Simple as this sounds I would like to believe that there is more to it than that. There should be more to your images than just what it looks like because if that’s all it’s about your images will, eventually, look like everybody else’s. The goal is to make people feel your images.
Having just wrapped up our 2014 Great Migration season in the Mara – hey, did you know that 2015 bookings are open already – I thought we’d look at a river crossing as an example.
This is a stock standard type of river crossing image.
It’s pretty easy to get a shot like this. You set your camera up on a bean bag or tripod, point it at the point where the wildebeest are crashing into the river, dial in a fast shutter speed and fire at will.
Yes, there is most definitely a huge element of luck involved but the recipe is quite simple and easy to follow and you will more than likely end up with some great images.
But does the above image make you feel what a crossing is like or is it just, as so many people like to announce on social media platforms, just another crossing image?
Nailing the crisp shots of river crossings is something you should definitely do for yourself when you experience it for the first time but then you need to make your viewers feel something.
The intensity, the chaos, the drama.
As with anything to do with art and photography this is obviously open to artistic interpretation, personal taste, whatever. The important thing is that you, as the photographer, should be aiming to capture the emotion that you felt at the time of clicking the shutter and hopefully make your audience feel something. I call bullshit on any photographer who follows a strictly technical approach to wildlife photography and dismisses the creative side of the craft because the underlying passion of what we do, and what we feel, is an essential ingredient in images that speak to people.
That being said, your primary goal should not be to create images that speak to people but rather to create images that speak to you. If people like what you do and it makes them feel something, that’s great and a nice, albeit not essential, side effect.

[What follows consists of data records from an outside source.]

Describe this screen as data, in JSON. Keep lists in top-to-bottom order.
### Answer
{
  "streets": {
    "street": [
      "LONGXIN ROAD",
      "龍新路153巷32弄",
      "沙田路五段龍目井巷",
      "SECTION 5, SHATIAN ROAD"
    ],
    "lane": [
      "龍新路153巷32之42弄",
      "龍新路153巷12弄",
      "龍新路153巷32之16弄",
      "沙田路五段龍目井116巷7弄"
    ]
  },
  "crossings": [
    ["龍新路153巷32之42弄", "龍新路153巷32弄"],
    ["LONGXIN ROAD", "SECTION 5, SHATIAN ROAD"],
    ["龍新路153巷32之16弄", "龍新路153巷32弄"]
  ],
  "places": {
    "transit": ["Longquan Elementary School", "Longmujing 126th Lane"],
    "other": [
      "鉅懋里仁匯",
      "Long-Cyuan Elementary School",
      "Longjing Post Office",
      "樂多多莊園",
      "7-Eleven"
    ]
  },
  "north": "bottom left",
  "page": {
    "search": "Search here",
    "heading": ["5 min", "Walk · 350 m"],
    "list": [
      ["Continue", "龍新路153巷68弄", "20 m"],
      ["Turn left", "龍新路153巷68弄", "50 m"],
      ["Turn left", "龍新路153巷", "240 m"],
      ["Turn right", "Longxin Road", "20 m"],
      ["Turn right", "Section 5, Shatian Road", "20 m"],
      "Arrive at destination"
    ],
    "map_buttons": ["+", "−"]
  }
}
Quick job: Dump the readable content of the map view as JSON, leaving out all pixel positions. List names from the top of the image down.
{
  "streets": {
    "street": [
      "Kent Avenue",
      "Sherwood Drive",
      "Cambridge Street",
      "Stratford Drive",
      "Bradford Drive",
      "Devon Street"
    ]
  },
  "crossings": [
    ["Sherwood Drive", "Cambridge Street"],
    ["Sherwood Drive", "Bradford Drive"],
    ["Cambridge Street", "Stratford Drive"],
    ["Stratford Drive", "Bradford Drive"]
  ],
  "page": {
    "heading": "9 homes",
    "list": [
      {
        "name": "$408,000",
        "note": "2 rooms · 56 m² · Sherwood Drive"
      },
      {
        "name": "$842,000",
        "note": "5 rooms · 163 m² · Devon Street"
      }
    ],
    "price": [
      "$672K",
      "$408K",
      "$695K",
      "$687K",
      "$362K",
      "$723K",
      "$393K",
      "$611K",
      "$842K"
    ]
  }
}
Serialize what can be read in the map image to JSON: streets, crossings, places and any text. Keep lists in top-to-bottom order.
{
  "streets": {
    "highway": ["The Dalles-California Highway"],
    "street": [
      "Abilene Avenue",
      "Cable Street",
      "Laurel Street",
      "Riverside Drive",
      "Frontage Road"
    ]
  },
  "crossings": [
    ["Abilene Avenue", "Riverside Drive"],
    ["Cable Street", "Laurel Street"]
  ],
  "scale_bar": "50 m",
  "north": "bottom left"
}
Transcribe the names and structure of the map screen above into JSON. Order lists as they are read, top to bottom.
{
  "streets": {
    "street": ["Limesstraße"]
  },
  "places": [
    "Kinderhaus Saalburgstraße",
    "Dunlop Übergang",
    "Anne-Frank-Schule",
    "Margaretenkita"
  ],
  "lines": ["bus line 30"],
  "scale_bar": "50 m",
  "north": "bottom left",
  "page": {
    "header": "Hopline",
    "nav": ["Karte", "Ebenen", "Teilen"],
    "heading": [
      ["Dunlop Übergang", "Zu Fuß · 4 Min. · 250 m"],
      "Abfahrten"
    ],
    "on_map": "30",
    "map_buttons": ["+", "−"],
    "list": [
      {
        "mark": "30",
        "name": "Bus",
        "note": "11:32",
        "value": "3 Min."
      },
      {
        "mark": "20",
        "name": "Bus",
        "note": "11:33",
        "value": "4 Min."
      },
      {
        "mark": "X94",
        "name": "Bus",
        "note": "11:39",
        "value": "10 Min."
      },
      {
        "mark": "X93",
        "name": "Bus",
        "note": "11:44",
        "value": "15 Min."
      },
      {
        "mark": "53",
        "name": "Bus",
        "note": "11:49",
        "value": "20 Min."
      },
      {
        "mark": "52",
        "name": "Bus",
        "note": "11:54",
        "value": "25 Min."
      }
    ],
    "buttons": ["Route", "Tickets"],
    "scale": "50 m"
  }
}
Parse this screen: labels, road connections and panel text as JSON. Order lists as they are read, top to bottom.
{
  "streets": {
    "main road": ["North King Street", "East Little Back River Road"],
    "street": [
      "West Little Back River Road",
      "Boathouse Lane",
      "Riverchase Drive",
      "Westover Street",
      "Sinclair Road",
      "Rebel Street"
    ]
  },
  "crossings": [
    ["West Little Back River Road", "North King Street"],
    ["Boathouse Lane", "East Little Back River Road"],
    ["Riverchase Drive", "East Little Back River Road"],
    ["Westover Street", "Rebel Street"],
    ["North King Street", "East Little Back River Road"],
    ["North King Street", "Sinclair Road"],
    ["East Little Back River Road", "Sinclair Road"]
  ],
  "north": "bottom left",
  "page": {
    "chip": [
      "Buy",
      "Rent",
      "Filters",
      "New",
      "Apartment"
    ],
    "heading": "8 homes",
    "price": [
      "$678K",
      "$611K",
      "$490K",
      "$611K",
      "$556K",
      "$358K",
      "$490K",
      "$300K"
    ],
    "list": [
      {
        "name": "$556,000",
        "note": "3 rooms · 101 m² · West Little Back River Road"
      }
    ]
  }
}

Now whichever way you cut it, watching a crossing does evoke certain feelings and emotions. One particular crossing a few weeks ago was quite challenging from a photographic point of view and after trying to bank a few stock standard shots I decided to throw that approach out of the window and rather try and create images of what I was feeling rather than what I was seeing.
The banks of the river was high, there was a more than usual amount of nervous tension within the group of wildebeest, and it was frantic.
Slower shutter speeds, a little bit of intentional camera movement and vision driven post processing has left me with three images that makes me feel what that particular crossing was like rather than just what it looked like.
If you think that a creative approach to wildlife photography is just a wishy washy type of point and pray approach, then read the first half of the above sentence again. The foundation of a creative approach to wildlife photography requires a good, solid understanding of the technical aspects of photography which, when applied with a specific goal in mind, is just another tool in your photographic toolbox to use as and when needed.
It’s all fine and well to create images that can show people what a river crossing looked like but why not go that one step further and try to create images that make them feel what it was like.
After all of that I suppose the message here is simple really; Shoot for yourself and create images that make you feel something.
If other people like what they see that’s great.
If they like what they feel, even better!